(Provided records Opens)
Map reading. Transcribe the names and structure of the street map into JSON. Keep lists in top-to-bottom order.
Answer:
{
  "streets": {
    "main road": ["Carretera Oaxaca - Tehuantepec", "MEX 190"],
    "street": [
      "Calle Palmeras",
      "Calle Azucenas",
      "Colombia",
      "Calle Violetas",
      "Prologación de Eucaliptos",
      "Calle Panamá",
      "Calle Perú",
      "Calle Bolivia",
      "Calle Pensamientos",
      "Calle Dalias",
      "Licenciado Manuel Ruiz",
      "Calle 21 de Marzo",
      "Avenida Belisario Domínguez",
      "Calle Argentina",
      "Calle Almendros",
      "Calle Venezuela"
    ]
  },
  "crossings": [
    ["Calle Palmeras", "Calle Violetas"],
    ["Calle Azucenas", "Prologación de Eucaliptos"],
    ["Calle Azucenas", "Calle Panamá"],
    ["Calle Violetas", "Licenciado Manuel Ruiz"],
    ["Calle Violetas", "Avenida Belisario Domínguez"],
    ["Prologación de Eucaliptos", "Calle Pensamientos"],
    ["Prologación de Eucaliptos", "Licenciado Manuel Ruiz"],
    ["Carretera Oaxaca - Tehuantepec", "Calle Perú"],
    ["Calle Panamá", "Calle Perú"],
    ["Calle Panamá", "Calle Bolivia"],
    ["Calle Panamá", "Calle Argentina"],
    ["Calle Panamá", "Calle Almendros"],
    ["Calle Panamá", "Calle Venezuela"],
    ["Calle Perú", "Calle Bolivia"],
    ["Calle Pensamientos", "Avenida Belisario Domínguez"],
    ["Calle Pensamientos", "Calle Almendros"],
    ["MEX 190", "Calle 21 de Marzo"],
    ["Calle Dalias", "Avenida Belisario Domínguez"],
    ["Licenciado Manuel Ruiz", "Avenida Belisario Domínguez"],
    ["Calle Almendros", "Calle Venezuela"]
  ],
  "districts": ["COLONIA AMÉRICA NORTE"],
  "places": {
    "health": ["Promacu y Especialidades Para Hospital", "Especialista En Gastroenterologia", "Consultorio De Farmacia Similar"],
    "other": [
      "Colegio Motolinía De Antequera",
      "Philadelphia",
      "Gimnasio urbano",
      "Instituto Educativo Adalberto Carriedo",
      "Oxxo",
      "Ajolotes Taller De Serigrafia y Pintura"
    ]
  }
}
(Provided records Closes)
Say how many lines of the entries hold the string "Perú". Nothing but the number should be given.

4